Commentators are always pessimistic in the early stages of recovery

Friday, November 4, 2011

I was going to post something like this a few days ago but didn't have the time. David Leonhardt gives basically the argument I was going to make (and quotes my friend Bob Barbera, some of whose thinking I have absorbed osmosistically in the past couple of years, along the way).

In the fall of 1982, with a long recession ending but the unemployment rate heading toward 10 percent, The New York Times ran an article titled “The Recovery That Won’t Start.”

It quoted prominent economists who worried that “the recovery may amount to nothing more than a few quarters of paltry growth — and possibly not even that.” The economists, the article noted, had “growing doubts about whether the mechanisms of economic recovery will — or can — operate as they have in other postwar business cycles.”

Over the next two years, the American economy grew at a blistering annual rate of more than 6 percent.

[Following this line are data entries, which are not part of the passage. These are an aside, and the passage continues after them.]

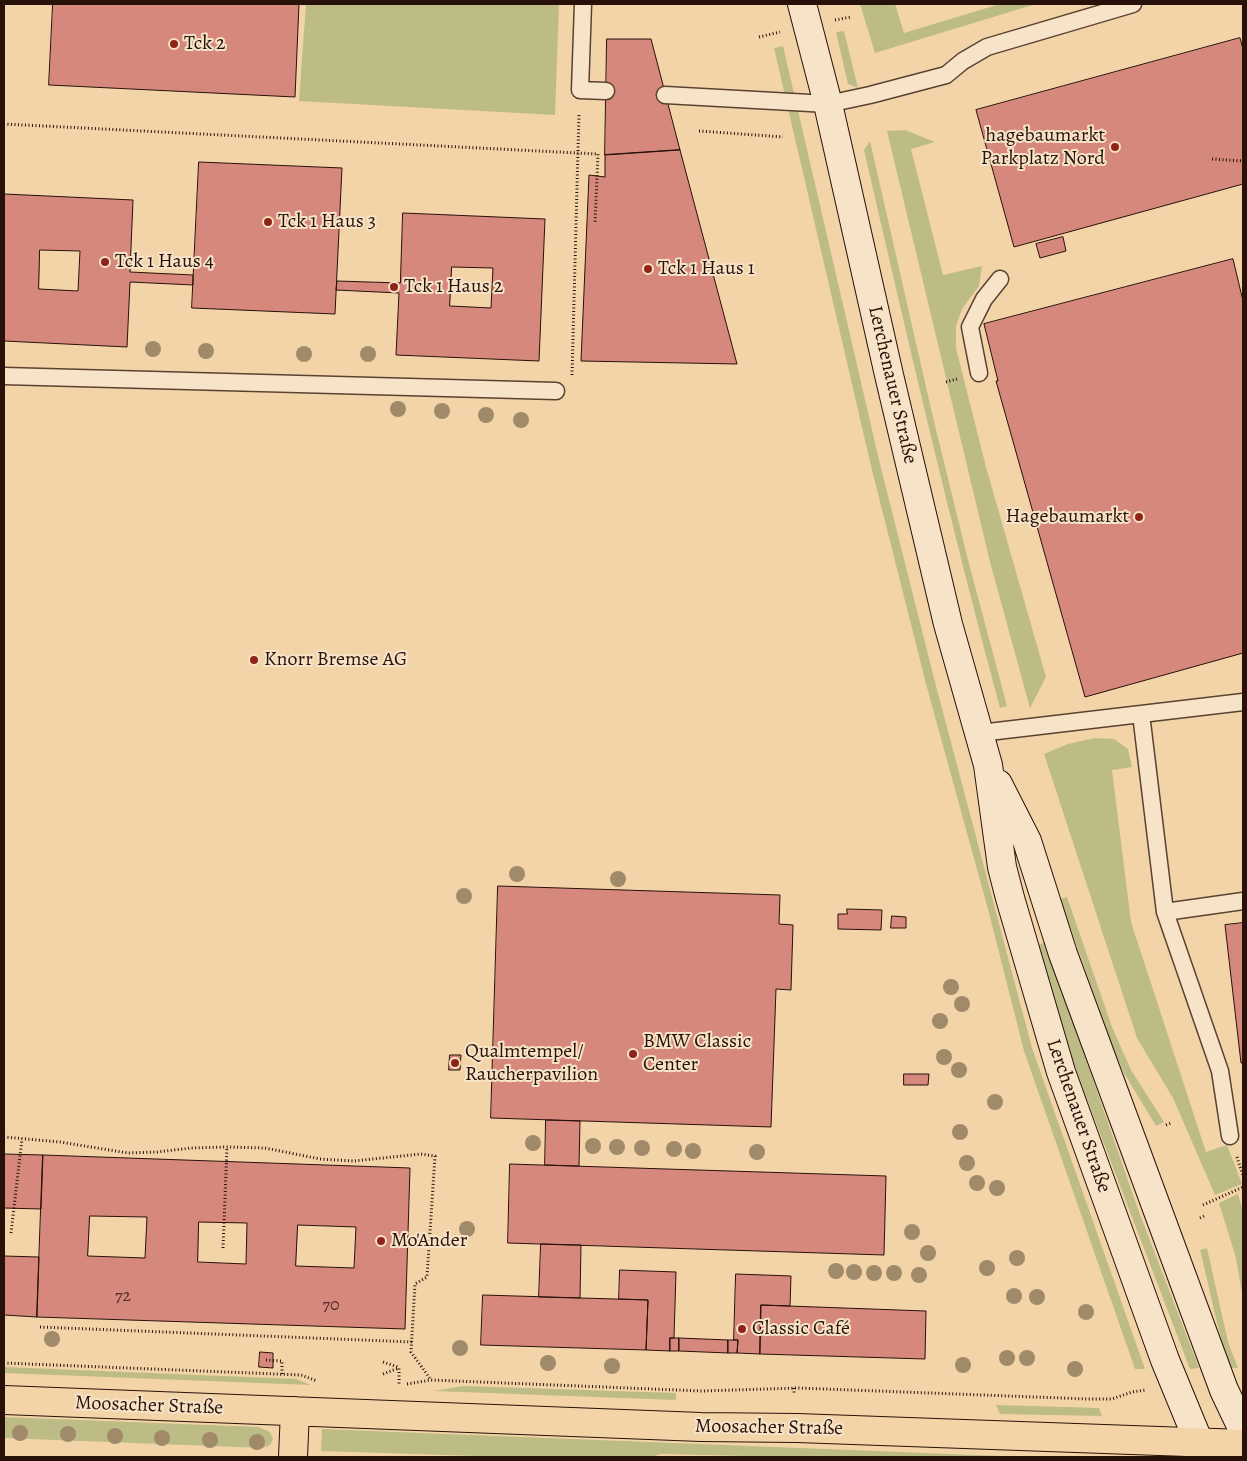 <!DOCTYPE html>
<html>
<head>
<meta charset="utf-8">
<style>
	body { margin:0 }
	#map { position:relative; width:1247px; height:1461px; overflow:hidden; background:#f3d4a9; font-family:Alegreya,serif }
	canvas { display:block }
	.frame { position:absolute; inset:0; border:5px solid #271109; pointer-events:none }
</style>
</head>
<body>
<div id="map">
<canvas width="1247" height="1461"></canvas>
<div class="frame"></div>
</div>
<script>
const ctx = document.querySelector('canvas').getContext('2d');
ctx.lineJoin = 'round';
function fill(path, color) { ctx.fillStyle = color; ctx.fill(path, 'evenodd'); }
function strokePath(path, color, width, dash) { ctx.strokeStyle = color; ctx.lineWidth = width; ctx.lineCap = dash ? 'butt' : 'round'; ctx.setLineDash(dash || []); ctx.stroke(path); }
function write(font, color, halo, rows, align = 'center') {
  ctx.font = font + ' Alegreya,serif'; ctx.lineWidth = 4; ctx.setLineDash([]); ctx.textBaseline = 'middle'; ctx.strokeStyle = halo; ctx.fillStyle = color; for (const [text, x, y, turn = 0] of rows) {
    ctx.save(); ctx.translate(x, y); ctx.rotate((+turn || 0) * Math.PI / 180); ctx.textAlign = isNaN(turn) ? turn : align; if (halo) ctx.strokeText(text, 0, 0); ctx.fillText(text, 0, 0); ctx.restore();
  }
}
fill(new Path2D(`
	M 306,4 L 559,4 L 555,115 L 299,101 Z
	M 860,4 L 895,4 L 904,33 L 1000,4 L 1036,4 L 875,53 Z
	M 844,31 L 858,88 L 848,84 L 836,32 Z
	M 783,46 L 880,464 L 935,682 L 1032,1048 L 1145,1369 L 1135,1369 L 1024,1051 L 989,913 L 926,684 L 871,466 L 774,48 Z
	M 905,130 L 935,142 L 911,149 L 943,275 L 982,266 L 979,286 L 962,309 L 956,326 L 956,348 L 986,467 L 1046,677 L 1030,708 L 990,562 L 887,131 Z
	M 870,141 L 932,413 L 967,556 L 1007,706 L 1000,708 C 950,523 907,337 864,150 Z
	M 1095,738 L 1114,739 L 1128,749 L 1132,767 L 1112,770 L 1131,922 L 1206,1152 L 1227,1145 L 1242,1184 L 1215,1195 L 1173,1098 L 1137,1038 L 1044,754 L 1068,744 Z
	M 1067,897 L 1112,1027 L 1131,1070 L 1164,1122 L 1156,1126 L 1124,1073 L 1115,1053 L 1060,899 Z
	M 1045,942 L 1139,1212 L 1199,1368 L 1190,1369 L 1072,1060 L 1036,946 Z
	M 1238,1194 L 1243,1211 L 1243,1299 L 1236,1258 L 1219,1203 Z
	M 1207,1248 L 1228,1342 L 1238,1368 L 1230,1368 C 1217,1330 1210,1289 1200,1250 Z
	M 4,1367 L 296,1379 L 311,1385 L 4,1373 Z
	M 463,1386 L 676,1393 L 676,1400 L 434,1391 Z
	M 996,1405 L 1099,1408 L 1102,1416 L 1000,1414 Z
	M 4,1417 L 259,1427 L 270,1432 L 273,1439 L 270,1445 L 263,1448 L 4,1438 Z
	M 322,1429 L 1026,1457 L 789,1457 L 661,1454 L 651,1457 L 506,1457 L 321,1451 Z`), '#bebc86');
const building = new Path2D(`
	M 53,4 L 299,4 L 295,97 L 49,85 Z
	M 1240,38 L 1243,49 L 1243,184 L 1014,247 L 976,110 Z
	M 607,39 L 651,39 L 680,150 L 605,155 Z
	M 680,150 L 737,364 L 581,361 L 589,175 L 605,177 L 605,155 Z
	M 199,162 L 342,168 L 335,314 L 192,308 Z
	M 4,194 L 133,200 L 130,272 L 193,275 L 193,285 L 130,282 L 127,347 L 4,341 ZM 40,250 L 80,251 L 78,291 L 39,289 Z
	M 403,213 L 545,219 L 539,361 L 396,355 L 399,293 L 336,290 L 337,281 L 400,283 ZM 452,267 L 493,268 L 491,308 L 450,306 Z
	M 1063,237 L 1066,251 L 1040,258 L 1036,244 Z
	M 1233,259 L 1243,301 L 1243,653 L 1085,697 L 996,381 L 998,381 L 984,324 Z
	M 498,886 L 780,895 L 779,924 L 793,925 L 791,990 L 776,989 L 771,1127 L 491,1118 Z
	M 847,909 L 882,910 L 881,930 L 838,929 L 838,914 L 847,914 Z
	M 892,916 L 906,917 L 906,928 L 891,928 Z
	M 1243,923 L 1243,1063 L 1241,1063 L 1225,925 Z
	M 450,1055 L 461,1055 L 460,1070 L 449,1070 Z
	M 904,1074 L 929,1074 L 928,1085 L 904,1085 Z
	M 546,1120 L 580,1121 L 579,1166 L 545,1165 Z
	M 4,1154 L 43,1155 L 41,1209 L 4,1208 Z
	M 43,1155 L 410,1168 L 405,1329 L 37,1317 ZM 90,1216 L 147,1217 L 145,1258 L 88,1256 ZM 199,1222 L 247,1223 L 246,1264 L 198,1262 ZM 298,1225 L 356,1227 L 354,1268 L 296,1266 Z
	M 510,1164 L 886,1176 L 884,1255 L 508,1243 Z
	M 541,1244 L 581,1245 L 580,1298 L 539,1297 Z
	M 4,1256 L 39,1257 L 37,1317 L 4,1315 Z
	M 620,1270 L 676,1272 L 674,1338 L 670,1338 L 670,1351 L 646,1350 L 648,1300 L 619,1299 Z
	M 736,1274 L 791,1276 L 790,1306 L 761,1305 L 760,1354 L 737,1353 L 738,1340 L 734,1340 Z
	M 483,1295 L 648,1300 L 646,1350 L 481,1345 Z
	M 761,1305 L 926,1311 L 925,1359 L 760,1354 Z
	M 670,1338 L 679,1338 L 679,1351 L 670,1351 Z
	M 679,1338 L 728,1340 L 728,1353 L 679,1351 Z
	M 728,1340 L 738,1340 L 737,1353 L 728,1353 Z
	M 260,1352 L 273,1353 L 273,1368 L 259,1367 Z`);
fill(building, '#d7887c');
strokePath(building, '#271109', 1);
const service = new Path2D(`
	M 583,4 L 580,90 L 606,91
	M 665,95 L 828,104 L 870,95 L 946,75 L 963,61 L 987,47 L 1133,4
	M 979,373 L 970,327 L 984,299 L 1000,279
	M 4,376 L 556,391
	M 1141,714 L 1165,912 L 1220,1071 L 1230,1136
	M 980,733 L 1243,702
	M 1165,912 L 1243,901`);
const secondary = new Path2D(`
	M 802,4 L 828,104 L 889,375 L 948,624 L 988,765 L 1002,867 L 1010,898 L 1061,1072 L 1165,1360 L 1205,1457
	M 998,784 L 1027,841 L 1063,954 L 1224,1390 L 1243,1430`);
const primary = new Path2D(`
	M 4,1400 L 701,1427 L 797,1428 L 1243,1444
	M 293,1457 L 295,1411`);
strokePath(service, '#5a4231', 19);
strokePath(secondary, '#271109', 30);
strokePath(primary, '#271109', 30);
strokePath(new Path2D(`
	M 835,20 L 851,17
	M 759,37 L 780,32
	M 4,124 L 598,154 L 595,224
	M 699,131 L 783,137
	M 1212,159 L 1243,161
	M 572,375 L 579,113
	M 946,382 L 957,379
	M 1166,1125 L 1171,1123
	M 4,1137 L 60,1142 L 128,1153 L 157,1152 L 191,1148 L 227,1147 L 265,1148 L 320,1159 L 354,1161 L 421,1154 L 435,1156 L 427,1277 L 415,1284 L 411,1352 L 431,1380
	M 1237,1157 L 1243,1176
	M 1203,1205 L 1243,1187
	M 1200,1218 L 1206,1215
	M 11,1233 L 22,1139
	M 223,1248 L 227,1147
	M 40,1327 L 412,1342
	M 266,1360 L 282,1361 L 282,1374
	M 383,1362 L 398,1367
	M 4,1363 L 301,1375 L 317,1381
	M 383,1374 L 399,1368 L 399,1386
	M 407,1384 L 431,1380 L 702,1391 L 798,1388 L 1088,1399 L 1112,1399 L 1132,1392 L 1146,1390
	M 794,1388 L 794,1394`), '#271109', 3, [1, 2.5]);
strokePath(service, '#f7e3c7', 16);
strokePath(secondary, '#f7e3c7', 28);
strokePath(primary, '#f3d4a9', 28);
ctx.fillStyle = '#a08a69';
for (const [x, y] of [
	[153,349],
	[206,351],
	[304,354],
	[368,354],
	[398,409],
	[442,411],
	[486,415],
	[521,420],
	[517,874],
	[618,879],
	[464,896],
	[951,987],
	[962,1004],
	[940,1021],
	[944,1057],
	[959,1070],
	[995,1102],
	[960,1132],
	[533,1143],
	[593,1146],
	[617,1147],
	[642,1148],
	[674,1149],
	[693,1151],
	[757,1152],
	[967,1163],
	[977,1183],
	[997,1188],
	[467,1229],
	[912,1232],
	[928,1253],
	[1017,1258],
	[987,1268],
	[836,1271],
	[854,1272],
	[874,1273],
	[894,1273],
	[919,1275],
	[1014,1296],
	[1037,1297],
	[1086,1312],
	[52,1339],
	[460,1348],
	[1007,1358],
	[1027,1358],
	[548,1363],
	[963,1365],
	[612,1366],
	[1075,1369],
	[20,1433],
	[68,1434],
	[115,1436],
	[162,1438],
	[210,1440],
	[257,1442]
]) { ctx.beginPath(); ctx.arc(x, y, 8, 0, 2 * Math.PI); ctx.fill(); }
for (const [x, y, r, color] of [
	[174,44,5,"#8f2418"],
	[1115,147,5,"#8f2418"],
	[268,222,5,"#8f2418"],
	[105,262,5,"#8f2418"],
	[648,269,5,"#8f2418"],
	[394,287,5,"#8f2418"],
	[1139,517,5,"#8f2418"],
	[254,660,5,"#8f2418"],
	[633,1054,5,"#8f2418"],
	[455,1063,5,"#8f2418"],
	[381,1241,5,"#8f2418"],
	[742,1329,5,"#8f2418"]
]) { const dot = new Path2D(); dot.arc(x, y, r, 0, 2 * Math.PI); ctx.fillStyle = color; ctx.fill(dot); strokePath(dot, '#f7e3c7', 2); }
write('18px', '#532f26', null, [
	["72",123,1297],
	["70",331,1306]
]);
write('20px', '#271109', '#f7e3c7', [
	["Tck 2",184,44],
	["hagebaumarkt",1105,136,"right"],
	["Parkplatz Nord",1105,159,"right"],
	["Tck 1 Haus 3",278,222],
	["Tck 1 Haus 4",115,262],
	["Tck 1 Haus 1",658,269],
	["Tck 1 Haus 2",404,287],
	["Hagebaumarkt",1129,517,"right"],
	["Knorr Bremse AG",264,660],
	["BMW Classic",643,1042],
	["Center",643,1065],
	["Qualmtempel/",465,1052],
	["Raucherpavilion",465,1075],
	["Mo'Ander",391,1241],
	["Classic Café",752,1329]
], 'left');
write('20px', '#271109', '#f7e3c7', [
	["Lerchenauer Straße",892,385,77],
	["Lerchenauer Straße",1078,1116,71],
	["Moosacher Straße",149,1406,2],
	["Moosacher Straße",769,1428,1]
]);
</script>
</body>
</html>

These days, as in the aftermath of every recession, you are again hearing a version of those early 1980s worries: this time, things are different. Consumers are tapped out. Business executives are skittish. Banks remain reluctant to lend...

“Of course, there is a long list of things to worry about,” says Robert Barbera, an economist and the author of a recent book on the financial crisis. “But it’s ever thus. If that were the reason you didn’t have a genuine recovery, you would never have a genuine recovery.”